I have a relation, derived from optimality conditions of a linear program: $$ L \le A.x \le U$$ with:
- $L, U \in \mathbb{R}^{m}$
- $A \in \mathbb{R}^{m \times n}$, with each element $\in \{0,1\}$
- $x \in \mathbb{R}^{n}$
The matrix $A^TA$ is invertible with all eigenvalues $\gt 0$.
Is this last condition sufficient to ensure that the following equation holds: $$ (A^TA)^{-1}A^TL \le x \le (A^TA)^{-1}A^TU$$
Take $m=n=2$, and $$A = \begin{pmatrix} 1 & 1 \\ 0 & 1 \end{pmatrix}$$ This matrix satisfies your conditions.

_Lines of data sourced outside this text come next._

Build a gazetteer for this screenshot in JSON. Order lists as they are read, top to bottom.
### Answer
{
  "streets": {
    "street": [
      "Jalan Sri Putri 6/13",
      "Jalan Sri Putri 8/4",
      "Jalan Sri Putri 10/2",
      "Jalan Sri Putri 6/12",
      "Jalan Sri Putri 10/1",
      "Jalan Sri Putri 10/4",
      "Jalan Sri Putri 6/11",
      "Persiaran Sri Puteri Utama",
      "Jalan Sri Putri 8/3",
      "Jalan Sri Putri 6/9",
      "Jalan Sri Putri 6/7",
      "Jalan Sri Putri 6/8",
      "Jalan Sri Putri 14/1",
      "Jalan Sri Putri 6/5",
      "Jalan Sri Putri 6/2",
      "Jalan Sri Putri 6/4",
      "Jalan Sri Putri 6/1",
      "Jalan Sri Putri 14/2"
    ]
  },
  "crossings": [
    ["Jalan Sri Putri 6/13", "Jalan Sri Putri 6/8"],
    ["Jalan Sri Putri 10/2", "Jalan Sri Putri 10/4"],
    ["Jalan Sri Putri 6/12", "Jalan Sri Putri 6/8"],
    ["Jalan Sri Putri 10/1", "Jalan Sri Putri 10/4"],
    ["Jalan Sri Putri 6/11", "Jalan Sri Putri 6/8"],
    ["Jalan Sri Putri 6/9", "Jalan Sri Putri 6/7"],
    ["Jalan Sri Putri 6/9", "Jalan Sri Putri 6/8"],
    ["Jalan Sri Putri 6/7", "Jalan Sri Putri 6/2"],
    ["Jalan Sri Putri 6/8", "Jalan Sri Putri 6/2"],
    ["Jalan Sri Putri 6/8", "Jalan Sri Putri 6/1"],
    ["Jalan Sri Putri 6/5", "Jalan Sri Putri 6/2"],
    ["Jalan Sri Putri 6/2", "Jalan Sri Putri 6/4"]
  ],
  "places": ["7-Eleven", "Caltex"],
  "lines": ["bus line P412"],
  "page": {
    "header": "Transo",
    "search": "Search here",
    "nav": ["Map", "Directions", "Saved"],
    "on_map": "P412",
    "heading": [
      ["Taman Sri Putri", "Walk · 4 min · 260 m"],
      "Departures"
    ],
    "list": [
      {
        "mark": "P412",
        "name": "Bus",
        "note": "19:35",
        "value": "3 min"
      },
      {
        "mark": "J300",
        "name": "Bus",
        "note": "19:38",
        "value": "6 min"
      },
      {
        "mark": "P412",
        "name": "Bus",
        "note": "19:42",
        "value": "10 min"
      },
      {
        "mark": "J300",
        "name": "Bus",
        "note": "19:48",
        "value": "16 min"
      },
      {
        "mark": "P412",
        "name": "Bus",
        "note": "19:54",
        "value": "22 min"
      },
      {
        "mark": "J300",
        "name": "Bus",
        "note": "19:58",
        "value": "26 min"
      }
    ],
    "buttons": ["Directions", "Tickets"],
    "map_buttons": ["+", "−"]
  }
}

Take $$ L = \begin{pmatrix} 0\\ 1 \end{pmatrix} \qquad x =\begin{pmatrix} -2\\ 2 \end{pmatrix} $$ You have $$ L = \begin{pmatrix} 0\\ 1 \end{pmatrix} \leq A x =\begin{pmatrix} 0\\ 2 \end{pmatrix} $$ but $$ A^{-1}L = \begin{pmatrix} -1\\ 1 \end{pmatrix} \nleq x =\begin{pmatrix} -2\\ 2 \end{pmatrix} \, . $$
The answer is no.